Kadının üstün olduğunu, akıcı bir dil ve eğlenceli bir mizahla anlatmıştı. Bir erkek olduğu halde, biz kadınlara casusluk yapıyordu. Erkek tarafının sırlarını, güçsüzlüklerini bize samimi olarak anlatıyor.

     Hayatındaki ilk  kadın olan annesinin, kendisini harika bir şekilde yetiştirmesi ve ona verdiği öğütler sayesinde bizlere ışık tutuyor.

Kadın erkekten 16 kat daha üstündür. Peki öyleyse neden kadınlar daha çabuk dağılabiliyorlar?

Kadını erkeklerden daha üstün yapan özellikler nelerdir?

İlişkilerde kadın ve hataları nelerdir?

Cinsellikte toplum baskısı, kadın ve erkeklerin cinselliğe bakışları?

Peki bu durum nasıl değişecek?

Hepsi bu kitapta.

     Okurken zevk alacağınız, düşüneceğiniz ve ‘’evet bende böyleyim ama artık olmayacağım’’ diyerek değişim yaşayacağınız, kendinizi sorgulamanıza sebep olacak her şey bu kitapta.

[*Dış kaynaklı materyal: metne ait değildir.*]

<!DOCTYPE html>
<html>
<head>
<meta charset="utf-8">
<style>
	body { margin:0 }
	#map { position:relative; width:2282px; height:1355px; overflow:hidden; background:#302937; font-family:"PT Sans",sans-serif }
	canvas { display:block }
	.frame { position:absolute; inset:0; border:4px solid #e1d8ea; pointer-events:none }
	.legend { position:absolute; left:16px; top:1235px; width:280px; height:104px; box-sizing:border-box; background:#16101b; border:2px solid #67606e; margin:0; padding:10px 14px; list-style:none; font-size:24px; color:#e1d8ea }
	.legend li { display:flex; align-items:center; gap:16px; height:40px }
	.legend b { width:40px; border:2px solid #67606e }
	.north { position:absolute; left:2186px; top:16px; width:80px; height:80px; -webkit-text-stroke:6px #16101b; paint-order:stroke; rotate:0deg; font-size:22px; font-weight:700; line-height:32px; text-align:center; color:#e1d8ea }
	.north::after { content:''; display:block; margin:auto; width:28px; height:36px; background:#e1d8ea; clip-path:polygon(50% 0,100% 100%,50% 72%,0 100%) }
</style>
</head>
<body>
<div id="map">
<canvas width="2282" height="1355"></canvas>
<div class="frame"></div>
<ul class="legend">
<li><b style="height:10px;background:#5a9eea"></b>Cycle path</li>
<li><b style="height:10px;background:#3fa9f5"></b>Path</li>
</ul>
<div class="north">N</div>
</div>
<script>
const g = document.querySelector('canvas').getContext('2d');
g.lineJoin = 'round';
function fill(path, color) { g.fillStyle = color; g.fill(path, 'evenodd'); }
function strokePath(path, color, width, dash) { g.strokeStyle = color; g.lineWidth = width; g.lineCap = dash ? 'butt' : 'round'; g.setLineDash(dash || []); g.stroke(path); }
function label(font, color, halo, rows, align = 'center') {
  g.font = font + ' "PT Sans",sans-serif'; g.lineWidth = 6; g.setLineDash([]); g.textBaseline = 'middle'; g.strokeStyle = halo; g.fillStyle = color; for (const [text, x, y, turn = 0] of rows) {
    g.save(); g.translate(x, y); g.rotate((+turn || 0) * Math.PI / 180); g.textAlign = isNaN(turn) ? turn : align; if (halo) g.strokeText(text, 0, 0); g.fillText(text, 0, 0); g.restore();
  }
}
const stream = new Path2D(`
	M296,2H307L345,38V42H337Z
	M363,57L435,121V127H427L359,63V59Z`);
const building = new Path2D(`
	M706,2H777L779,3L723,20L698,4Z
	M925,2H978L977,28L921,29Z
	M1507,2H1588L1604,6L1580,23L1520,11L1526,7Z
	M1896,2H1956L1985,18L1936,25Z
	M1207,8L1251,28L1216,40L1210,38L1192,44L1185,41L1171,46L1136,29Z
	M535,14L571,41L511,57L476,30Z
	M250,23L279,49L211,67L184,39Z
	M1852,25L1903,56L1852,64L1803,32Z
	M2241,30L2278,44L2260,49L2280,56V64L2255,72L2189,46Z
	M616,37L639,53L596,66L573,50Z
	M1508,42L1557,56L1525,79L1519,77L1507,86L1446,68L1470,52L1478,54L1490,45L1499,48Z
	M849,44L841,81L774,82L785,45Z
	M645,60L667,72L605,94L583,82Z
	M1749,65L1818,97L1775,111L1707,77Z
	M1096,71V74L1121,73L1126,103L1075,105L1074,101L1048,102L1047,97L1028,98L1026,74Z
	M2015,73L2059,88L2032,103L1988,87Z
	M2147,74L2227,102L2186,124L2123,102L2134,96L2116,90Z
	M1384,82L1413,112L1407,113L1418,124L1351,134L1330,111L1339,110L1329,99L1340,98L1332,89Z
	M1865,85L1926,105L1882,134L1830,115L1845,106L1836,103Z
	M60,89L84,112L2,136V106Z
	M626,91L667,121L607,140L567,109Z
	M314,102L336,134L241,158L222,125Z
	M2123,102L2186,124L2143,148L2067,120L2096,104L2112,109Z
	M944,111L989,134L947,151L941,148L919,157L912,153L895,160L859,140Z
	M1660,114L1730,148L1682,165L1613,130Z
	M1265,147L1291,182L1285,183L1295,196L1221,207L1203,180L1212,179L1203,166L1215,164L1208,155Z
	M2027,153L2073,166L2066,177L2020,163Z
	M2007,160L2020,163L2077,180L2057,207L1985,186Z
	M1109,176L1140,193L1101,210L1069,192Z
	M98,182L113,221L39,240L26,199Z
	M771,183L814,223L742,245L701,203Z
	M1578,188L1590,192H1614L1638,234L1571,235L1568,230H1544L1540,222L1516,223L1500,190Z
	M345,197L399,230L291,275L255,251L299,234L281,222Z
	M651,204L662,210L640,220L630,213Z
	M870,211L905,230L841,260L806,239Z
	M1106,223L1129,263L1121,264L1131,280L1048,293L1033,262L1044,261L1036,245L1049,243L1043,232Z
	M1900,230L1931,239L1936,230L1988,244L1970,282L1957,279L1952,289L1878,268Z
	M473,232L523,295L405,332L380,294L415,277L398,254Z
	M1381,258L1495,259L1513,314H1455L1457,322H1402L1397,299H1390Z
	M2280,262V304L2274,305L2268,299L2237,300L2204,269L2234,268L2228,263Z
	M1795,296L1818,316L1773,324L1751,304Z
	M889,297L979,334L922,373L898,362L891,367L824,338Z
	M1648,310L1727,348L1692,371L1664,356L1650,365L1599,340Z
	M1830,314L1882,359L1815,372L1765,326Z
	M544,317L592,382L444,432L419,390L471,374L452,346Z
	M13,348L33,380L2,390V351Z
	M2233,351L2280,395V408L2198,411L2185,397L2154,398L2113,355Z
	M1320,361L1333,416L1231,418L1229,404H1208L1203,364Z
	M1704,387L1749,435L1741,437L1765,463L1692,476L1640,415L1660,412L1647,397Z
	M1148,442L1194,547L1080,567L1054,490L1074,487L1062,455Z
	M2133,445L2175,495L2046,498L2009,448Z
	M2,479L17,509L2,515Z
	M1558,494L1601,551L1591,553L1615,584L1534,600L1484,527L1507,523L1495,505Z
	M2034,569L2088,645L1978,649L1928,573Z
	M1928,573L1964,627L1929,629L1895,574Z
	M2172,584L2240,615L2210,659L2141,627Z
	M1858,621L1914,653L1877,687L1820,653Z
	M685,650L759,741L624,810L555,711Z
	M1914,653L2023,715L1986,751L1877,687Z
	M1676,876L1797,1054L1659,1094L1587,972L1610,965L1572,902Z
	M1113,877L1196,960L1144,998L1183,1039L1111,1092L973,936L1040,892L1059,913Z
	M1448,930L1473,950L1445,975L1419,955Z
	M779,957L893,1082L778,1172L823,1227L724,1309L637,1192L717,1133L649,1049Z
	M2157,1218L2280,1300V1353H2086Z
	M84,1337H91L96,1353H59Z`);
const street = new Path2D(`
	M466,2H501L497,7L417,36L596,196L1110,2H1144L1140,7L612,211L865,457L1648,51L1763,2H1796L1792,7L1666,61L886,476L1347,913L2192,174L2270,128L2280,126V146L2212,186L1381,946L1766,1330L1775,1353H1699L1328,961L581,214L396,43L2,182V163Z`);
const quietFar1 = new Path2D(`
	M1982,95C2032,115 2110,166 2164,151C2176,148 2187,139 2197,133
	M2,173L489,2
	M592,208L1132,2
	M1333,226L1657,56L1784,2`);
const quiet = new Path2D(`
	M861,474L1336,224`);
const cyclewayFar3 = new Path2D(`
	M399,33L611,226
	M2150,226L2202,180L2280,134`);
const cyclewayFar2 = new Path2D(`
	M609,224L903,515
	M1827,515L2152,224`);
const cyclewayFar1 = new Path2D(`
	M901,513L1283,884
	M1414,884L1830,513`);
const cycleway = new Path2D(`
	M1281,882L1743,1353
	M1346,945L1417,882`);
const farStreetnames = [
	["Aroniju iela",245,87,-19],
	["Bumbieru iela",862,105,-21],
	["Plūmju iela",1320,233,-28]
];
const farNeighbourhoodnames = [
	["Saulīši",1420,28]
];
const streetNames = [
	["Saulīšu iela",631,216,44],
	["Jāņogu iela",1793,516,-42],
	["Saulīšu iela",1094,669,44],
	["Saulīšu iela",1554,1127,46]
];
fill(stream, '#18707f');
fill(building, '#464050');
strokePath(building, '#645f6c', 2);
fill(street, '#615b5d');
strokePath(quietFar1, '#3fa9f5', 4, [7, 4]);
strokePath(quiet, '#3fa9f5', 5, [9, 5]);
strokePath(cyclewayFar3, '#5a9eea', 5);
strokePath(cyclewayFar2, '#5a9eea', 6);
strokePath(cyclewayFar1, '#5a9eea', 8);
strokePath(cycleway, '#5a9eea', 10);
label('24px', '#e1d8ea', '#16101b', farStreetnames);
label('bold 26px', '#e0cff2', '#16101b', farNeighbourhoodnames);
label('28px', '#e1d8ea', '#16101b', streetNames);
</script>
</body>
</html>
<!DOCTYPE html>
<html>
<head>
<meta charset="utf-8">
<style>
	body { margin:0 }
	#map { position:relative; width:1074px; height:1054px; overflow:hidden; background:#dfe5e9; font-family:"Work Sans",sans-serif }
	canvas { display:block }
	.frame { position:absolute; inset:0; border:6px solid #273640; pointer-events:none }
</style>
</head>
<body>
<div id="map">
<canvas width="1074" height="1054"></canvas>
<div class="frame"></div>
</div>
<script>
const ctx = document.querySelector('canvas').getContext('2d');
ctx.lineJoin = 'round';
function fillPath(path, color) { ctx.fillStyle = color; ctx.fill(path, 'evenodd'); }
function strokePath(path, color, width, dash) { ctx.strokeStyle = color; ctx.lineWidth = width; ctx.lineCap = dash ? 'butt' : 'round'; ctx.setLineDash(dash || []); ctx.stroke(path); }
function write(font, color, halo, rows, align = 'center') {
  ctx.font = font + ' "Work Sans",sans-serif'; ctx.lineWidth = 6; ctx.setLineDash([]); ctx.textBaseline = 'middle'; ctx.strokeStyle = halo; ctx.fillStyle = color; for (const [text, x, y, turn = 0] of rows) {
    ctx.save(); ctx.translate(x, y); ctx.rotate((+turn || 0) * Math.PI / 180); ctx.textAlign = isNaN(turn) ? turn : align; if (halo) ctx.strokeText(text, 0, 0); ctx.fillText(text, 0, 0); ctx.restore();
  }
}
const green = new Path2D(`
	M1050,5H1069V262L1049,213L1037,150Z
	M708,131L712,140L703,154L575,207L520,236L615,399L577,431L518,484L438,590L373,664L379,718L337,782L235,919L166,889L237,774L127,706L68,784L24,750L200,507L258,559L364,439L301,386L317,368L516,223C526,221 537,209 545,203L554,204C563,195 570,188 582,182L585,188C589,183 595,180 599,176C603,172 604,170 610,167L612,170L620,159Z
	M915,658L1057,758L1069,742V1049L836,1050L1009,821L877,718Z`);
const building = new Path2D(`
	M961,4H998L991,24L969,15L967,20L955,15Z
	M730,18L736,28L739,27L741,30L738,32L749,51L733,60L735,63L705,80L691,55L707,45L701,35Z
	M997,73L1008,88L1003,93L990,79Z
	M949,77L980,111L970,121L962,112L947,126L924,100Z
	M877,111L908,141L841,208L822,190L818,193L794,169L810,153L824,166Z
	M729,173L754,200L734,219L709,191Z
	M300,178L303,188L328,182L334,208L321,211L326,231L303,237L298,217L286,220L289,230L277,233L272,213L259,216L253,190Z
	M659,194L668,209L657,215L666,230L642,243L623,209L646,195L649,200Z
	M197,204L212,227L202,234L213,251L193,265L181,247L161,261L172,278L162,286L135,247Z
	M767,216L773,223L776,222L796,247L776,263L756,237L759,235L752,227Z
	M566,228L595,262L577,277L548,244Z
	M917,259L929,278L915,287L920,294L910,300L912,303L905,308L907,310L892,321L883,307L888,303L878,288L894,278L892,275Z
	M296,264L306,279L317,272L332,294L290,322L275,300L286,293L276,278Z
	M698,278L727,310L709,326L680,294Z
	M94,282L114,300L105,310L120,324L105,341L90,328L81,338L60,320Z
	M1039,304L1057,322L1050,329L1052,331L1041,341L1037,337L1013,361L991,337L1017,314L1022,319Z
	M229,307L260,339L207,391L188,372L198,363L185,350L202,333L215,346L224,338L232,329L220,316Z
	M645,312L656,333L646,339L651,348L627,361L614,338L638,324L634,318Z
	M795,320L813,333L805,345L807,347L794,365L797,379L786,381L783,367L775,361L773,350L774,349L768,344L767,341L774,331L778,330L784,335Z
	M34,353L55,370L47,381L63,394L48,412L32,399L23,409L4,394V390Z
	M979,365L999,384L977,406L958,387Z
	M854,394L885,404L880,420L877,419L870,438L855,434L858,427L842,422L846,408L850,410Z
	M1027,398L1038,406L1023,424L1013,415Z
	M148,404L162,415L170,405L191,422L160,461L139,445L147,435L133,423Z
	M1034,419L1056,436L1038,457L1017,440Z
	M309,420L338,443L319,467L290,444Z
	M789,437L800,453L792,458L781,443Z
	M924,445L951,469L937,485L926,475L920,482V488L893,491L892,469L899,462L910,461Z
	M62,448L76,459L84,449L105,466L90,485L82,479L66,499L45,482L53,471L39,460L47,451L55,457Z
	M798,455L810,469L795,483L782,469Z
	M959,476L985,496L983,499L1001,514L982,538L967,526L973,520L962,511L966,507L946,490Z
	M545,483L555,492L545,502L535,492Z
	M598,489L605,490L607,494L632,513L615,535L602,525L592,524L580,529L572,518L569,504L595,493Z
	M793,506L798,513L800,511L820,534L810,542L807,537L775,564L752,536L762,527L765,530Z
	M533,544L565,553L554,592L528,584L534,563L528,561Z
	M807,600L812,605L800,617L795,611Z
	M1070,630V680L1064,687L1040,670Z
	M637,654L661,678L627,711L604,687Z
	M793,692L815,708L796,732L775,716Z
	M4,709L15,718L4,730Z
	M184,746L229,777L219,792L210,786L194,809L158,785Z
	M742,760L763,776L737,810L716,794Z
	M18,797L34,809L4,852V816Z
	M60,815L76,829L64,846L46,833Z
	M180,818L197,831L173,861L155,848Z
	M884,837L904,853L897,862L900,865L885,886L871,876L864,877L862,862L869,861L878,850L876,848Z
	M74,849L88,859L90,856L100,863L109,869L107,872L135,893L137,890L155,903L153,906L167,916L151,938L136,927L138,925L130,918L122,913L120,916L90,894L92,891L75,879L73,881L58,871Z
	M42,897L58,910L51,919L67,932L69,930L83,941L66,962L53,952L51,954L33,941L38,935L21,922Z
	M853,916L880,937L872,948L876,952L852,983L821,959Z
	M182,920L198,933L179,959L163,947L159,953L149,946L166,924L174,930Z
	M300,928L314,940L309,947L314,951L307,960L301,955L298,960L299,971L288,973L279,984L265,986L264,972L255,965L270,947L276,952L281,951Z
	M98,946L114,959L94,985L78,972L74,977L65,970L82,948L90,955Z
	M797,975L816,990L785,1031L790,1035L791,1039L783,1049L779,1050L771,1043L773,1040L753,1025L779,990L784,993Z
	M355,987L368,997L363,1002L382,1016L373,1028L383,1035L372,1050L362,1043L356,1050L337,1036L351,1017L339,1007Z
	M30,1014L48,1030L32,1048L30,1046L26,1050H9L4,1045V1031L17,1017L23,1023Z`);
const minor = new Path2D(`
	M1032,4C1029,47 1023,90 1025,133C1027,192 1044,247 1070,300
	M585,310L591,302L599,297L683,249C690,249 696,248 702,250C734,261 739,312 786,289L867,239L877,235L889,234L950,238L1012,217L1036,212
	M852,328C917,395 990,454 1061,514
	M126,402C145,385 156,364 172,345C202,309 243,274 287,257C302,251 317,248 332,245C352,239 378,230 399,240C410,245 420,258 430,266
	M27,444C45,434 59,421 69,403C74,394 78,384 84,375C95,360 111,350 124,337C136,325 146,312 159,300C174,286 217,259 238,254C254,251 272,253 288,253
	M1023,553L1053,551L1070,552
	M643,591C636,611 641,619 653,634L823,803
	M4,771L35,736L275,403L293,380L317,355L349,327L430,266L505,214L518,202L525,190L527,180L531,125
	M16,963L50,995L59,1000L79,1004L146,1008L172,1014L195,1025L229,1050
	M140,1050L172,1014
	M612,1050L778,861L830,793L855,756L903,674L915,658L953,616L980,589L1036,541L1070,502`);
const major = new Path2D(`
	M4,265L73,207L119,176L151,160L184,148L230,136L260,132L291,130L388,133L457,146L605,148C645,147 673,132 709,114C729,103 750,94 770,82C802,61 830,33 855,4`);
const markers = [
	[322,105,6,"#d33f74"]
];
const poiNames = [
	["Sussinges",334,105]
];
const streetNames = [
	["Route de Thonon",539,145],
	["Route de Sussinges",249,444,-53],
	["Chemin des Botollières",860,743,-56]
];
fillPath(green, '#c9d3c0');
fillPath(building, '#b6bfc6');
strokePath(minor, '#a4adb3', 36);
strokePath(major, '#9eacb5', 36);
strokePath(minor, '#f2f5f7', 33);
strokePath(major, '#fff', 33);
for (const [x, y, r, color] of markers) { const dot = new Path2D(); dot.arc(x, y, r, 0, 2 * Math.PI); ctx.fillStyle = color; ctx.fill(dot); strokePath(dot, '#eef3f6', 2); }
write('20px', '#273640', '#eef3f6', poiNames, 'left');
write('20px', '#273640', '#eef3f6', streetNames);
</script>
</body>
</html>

‘’Toplum beni ERKEK olmaya çekmeye çalışıyor,
Annem beni İNSAN olmaya davet ediyordu.
Toplum beni ilerideki KARIMA eğitiyor,
Annem beni ilerideki EŞ’İME, eşitime hazırlıyordu.
Toplum bana kadını HİZMETÇİ olarak gösteriyor,
Annem KADINI SEVMEYİ VE SAYGI DUYMAYI öğretiyordu.’’   ‘’Annem hiç vazgeçmedi’’   -alıntıdır-
Öncelikle rahmetli annesine, sonrasında bize bu verdiği öğütlerden dolayı teşekkür ediyorum.





  Sevgiyle kalın :)

3 yorum:

  1. Ben de bazen evde eşimin attığı çorapları toplayıp, yıkayıp bir de üzerine katlarken yada ne bileyim iç çamaşırlarını yıkayıp, dolabına yerleştirirken kendi kendime soruyorum, neden o da benimkileri toplayıp yıkamıyor. Kadınım diye neden bir başkasının iç çamaşırını yıkamak, yada onun kendi özel işlerini de benim halletmem gerekiyor.
    Nasıl bir düzen bu anlamak mümkün değil.
    Aynı saatte işe git aynı zamanda gel, sen yemek hazırla ama o sürekli bugün çok yoruldum biraz dinlenmem lazım desin, haksızlık değil mi gerçekten de, şikayet ettiğimden değil sadece anlamaya çabalıyorum.

    YanıtlaSil
  2. Aykut Oğutu'un tüm kitaplarını severek okudum. Bunu da beğeneceğimi düşünüyorum.